* ACTIVITY *
Going through the data below, copy out each line where the word "strokeStyle" shows up.

Saved entries:
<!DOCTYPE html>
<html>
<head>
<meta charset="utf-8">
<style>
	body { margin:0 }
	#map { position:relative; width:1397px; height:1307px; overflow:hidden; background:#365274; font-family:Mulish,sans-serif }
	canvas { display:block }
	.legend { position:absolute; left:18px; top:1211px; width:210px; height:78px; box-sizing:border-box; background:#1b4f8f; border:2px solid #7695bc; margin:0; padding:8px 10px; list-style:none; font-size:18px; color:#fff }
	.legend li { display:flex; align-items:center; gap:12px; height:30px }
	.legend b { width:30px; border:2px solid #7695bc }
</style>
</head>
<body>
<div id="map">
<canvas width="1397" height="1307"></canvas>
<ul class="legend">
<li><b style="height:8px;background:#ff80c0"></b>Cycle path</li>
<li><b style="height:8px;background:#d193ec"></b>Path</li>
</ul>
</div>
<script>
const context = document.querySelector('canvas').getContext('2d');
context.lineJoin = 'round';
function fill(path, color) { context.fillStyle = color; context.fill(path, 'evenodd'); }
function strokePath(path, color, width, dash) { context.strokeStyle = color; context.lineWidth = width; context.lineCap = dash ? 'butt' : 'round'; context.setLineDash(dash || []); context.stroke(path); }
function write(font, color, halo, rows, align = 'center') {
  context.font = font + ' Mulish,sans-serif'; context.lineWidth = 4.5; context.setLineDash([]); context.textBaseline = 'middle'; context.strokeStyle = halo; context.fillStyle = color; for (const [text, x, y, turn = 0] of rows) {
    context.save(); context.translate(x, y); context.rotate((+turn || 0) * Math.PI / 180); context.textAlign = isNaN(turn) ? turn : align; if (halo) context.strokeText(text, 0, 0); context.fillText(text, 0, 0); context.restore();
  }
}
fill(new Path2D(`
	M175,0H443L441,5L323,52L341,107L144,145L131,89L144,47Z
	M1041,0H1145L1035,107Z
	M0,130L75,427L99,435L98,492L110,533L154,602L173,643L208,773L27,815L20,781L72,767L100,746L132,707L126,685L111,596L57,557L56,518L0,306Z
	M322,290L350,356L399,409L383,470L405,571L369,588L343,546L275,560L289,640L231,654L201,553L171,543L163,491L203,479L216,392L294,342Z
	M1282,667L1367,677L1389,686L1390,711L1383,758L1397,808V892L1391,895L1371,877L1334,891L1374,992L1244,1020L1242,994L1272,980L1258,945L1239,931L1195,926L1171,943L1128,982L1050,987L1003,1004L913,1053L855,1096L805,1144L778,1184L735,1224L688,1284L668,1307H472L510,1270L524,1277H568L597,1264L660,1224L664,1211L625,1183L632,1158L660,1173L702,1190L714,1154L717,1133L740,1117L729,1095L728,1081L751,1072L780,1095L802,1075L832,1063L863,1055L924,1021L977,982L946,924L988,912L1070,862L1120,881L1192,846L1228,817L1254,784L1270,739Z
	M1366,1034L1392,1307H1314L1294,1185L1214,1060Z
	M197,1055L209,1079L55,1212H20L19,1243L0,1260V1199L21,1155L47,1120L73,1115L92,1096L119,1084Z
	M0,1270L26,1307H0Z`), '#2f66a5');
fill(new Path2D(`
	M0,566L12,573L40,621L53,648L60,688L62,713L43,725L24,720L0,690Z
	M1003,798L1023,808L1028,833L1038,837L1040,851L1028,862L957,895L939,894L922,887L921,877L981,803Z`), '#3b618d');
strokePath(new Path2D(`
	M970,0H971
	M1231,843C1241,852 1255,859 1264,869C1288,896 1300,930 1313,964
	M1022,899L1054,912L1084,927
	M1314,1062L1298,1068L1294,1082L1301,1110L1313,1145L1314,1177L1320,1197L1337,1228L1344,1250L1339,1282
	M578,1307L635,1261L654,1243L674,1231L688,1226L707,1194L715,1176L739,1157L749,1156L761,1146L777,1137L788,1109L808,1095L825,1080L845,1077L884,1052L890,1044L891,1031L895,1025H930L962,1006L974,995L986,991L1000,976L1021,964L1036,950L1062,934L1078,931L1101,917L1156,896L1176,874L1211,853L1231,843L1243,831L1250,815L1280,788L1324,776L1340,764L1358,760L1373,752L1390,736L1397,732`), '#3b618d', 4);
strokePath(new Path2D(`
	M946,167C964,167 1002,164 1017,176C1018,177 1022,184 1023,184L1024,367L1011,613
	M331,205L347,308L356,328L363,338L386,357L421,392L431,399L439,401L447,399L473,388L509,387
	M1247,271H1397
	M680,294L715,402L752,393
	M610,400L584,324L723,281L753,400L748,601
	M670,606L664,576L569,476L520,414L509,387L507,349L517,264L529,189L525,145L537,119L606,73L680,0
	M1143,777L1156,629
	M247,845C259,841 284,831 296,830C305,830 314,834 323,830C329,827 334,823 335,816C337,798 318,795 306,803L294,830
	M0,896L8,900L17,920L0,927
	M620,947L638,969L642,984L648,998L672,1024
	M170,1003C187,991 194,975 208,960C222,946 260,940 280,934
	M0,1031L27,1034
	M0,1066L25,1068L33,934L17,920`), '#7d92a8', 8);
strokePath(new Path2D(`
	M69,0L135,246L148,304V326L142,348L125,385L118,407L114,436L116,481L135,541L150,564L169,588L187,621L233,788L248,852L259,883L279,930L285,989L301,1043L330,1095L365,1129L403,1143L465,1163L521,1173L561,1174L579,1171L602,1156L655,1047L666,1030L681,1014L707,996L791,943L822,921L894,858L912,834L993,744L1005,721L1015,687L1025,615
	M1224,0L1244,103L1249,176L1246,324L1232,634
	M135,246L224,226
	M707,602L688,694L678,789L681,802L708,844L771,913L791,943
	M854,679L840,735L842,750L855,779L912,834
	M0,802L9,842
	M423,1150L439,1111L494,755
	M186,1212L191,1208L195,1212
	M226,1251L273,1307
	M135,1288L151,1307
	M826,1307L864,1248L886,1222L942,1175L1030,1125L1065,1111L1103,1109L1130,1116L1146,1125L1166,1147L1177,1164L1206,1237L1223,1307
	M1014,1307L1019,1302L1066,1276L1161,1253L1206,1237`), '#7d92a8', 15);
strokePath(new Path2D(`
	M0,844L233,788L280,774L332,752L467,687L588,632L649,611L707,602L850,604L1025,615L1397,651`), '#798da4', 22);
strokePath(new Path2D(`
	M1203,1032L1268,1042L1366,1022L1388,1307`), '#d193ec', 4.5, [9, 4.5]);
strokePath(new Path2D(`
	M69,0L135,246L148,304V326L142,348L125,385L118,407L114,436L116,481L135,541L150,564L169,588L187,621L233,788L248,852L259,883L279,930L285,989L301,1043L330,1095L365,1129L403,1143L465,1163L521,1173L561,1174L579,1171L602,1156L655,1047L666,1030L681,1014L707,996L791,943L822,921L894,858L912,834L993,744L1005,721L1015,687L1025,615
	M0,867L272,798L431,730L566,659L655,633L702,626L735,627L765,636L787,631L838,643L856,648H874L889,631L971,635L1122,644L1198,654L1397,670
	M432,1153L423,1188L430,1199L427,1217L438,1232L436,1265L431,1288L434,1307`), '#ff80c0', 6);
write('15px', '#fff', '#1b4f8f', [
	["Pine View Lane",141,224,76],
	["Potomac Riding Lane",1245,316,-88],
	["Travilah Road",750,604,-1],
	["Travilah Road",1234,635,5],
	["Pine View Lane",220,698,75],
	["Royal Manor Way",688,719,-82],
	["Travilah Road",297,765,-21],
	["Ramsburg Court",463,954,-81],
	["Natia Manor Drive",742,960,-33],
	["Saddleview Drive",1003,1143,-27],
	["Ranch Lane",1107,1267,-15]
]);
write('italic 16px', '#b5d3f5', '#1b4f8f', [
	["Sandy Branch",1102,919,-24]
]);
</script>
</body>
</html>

* ANSWER BELOW *
function strokePath(path, color, width, dash) { context.strokeStyle = color; context.lineWidth = width; context.lineCap = dash ? 'butt' : 'round'; context.setLineDash(dash || []); context.stroke(path); }
  context.font = font + ' Mulish,sans-serif'; context.lineWidth = 4.5; context.setLineDash([]); context.textBaseline = 'middle'; context.strokeStyle = halo; context.fillStyle = color; for (const [text, x, y, turn = 0] of rows) {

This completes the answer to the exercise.